Great write-up. Picked up our 545 last March and considered going to Warsaw to see my mom. But chickened out and met her in Geneva and traveled through Souther France with her and my 9 year old.

http://homepage.mac.com/mlahtinen/Menu17.html

Anyway, just wondering about security for the car. This was my concern, the last thing I needed is for the car to dissapear in to the void of Russia.


----------



## L Seca (Apr 22, 2005)

Thanks for the excellent narrative and pics. It really makes me want to spend Christmas in Europe! :thumbup:


----------



## Ryan2006 (Sep 19, 2005)

mlahti said:


> Great write-up. Picked up our 545 last March and considered going to Warsaw to see my mom. But chickened out and met her in Geneva and traveled through Souther France with her and my 9 year old.
> 
> http://homepage.mac.com/mlahtinen/Menu17.html
> 
> Anyway, just wondering about security for the car. This was my concern, the last thing I needed is for the car to dissapear in to the void of Russia.

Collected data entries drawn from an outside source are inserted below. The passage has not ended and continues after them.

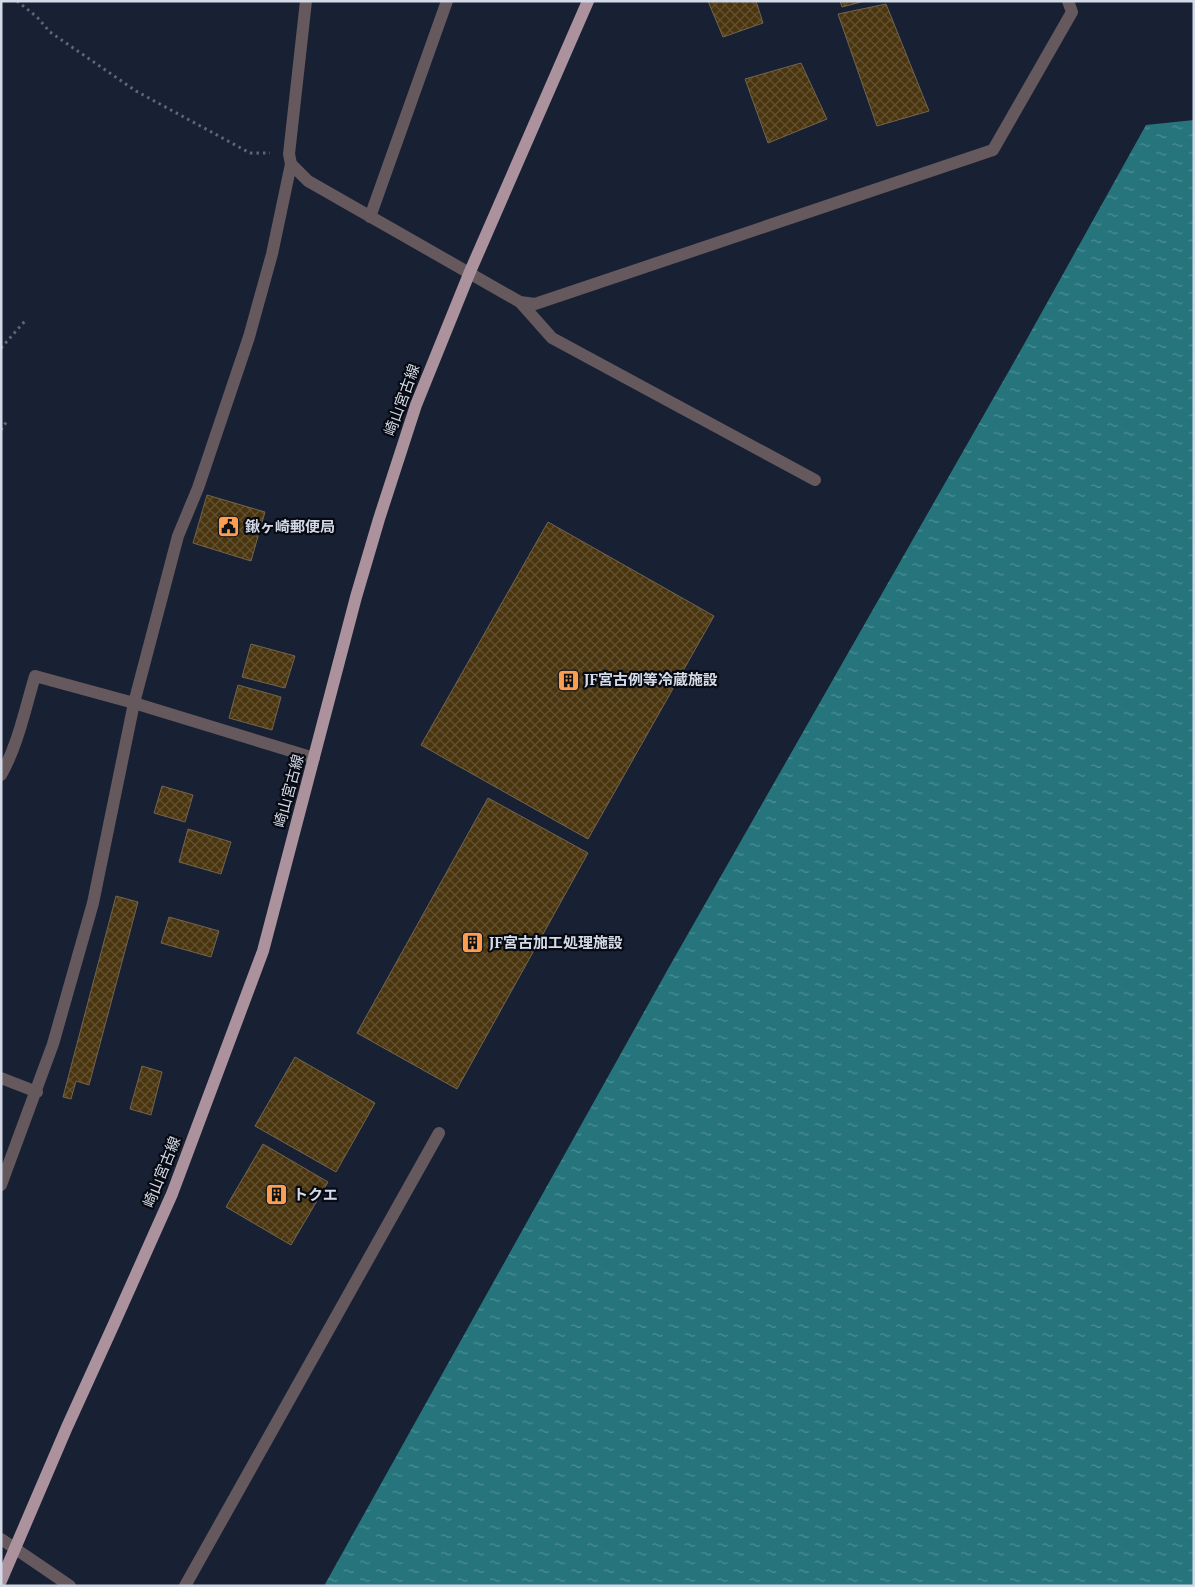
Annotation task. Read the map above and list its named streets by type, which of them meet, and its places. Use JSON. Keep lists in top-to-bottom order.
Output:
{
  "streets": {
    "main road": ["崎山宮古線"]
  },
  "places": {
    "public building": ["鍬ヶ崎郵便局"],
    "building": ["JF宮古例等冷蔵施設", "JF宮古加工処理施設", "トクエ"]
  }
}
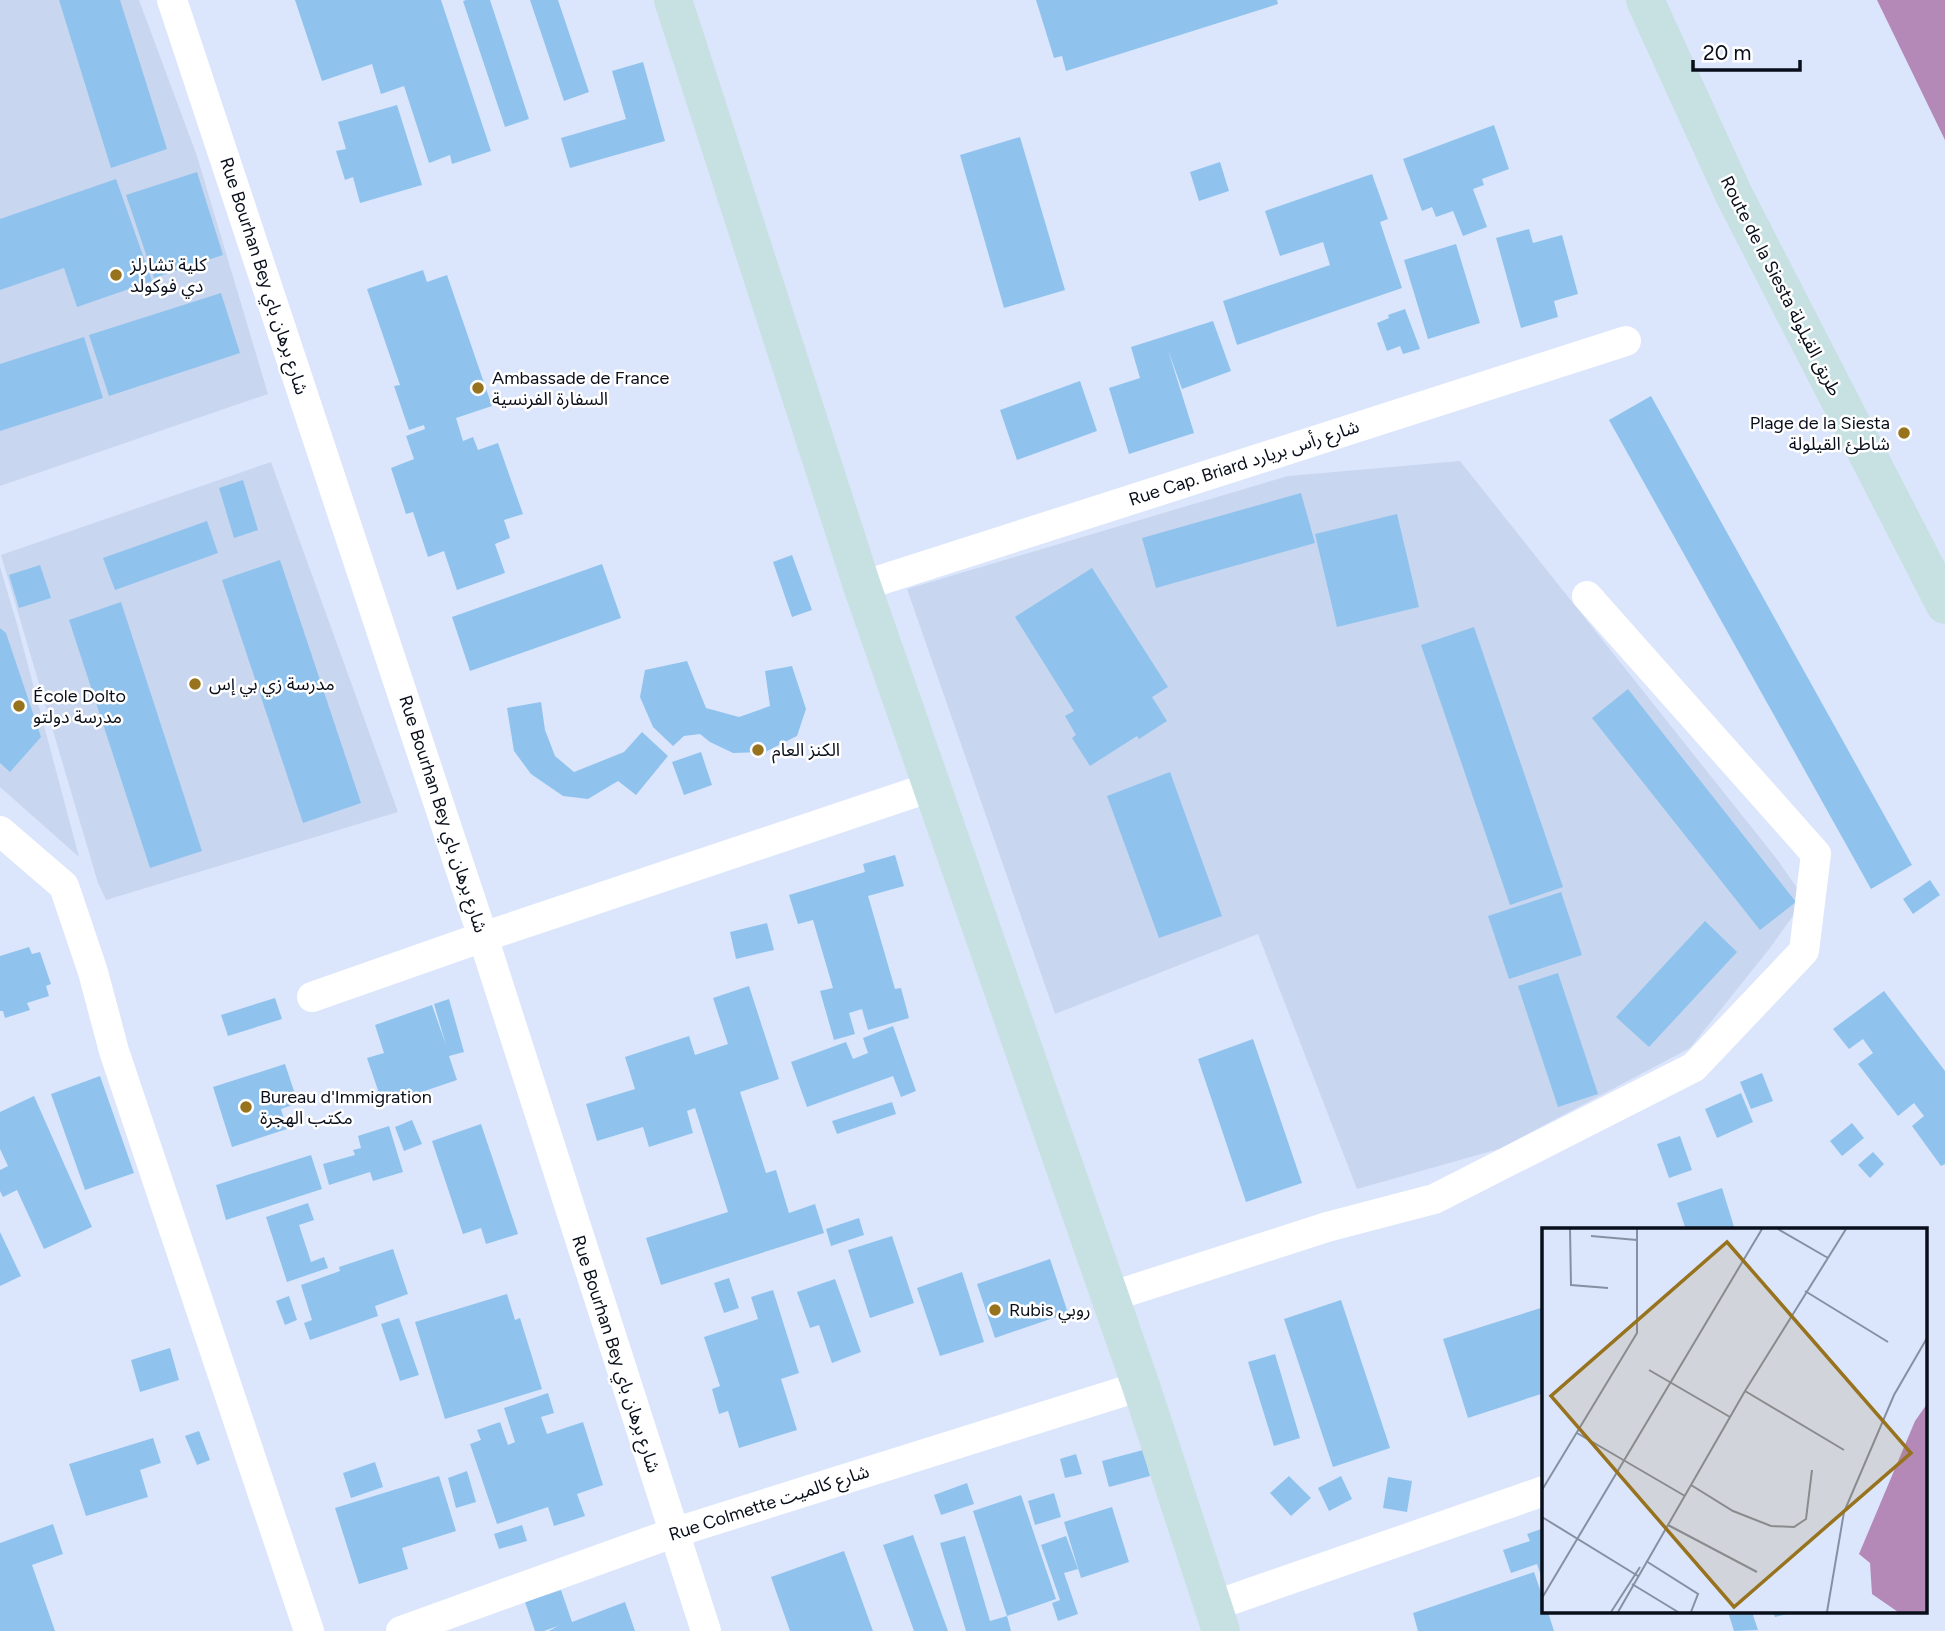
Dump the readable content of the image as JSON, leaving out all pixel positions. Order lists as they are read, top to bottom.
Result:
{
  "streets": {
    "main road": ["Route de la Siesta طريق القيلولة"],
    "street": ["Rue Bourhan Bey شارع برهان باي", "Rue Cap. Briard شارع رأس بريارد", "Rue Colmette شارع كالميت"]
  },
  "crossings": [
    ["Rue Bourhan Bey شارع برهان باي", "Rue Colmette شارع كالميت"]
  ],
  "places": [
    "كلية تشارلز دي فوكولد",
    "Ambassade de France السفارة الفرنسية",
    "Plage de la Siesta شاطئ القيلولة",
    "مدرسة زي بي إس",
    "École Dolto مدرسة دولتو",
    "الكنز العام",
    "Bureau d'Immigration مكتب الهجرة",
    "Rubis روبي"
  ],
  "scale_bar": "20 m"
}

I was only slightly concerned about theft, but my in-law's house is on the outskirts of town in a nice neighborhood. Also, there were quite a few BMWs in Poland. I even saw another E90 at the grocery store.

I was warned about Prague as well, where I am now. I would not be worried about Prague at all. I am parked in a secure garage, but there are MB, BMW, Porsch cars everwhere. I have seen as many nice cars here as I saw in Munich.


----------



## Ryan2006 (Sep 19, 2005)

*Day 13 - Monday, January 2, 2006*

We Got up early to drive to Prague and were on the road by 6:00am. We took a route through Slovakia and up into the Czech Republic. About two hours into the trip we hit rain and it stayed with us pretty much the whole way. Roads were OK in Slovakia. It was about 50/50 between 2 and 4 lane roads. The roads were even better in the Czech Republic, but the weather got worse. It was snowing quite a bit until we got within a 100km of Prague.

We arrived in Prague about 5:00pm and checked into the Renessance Prague. After settling in we went out for dinner at a place called Three Blue Balls. It was good, not great. Then we walked all over the town, seeing the sights at night. As you can see from the pictures, this city is beautiful.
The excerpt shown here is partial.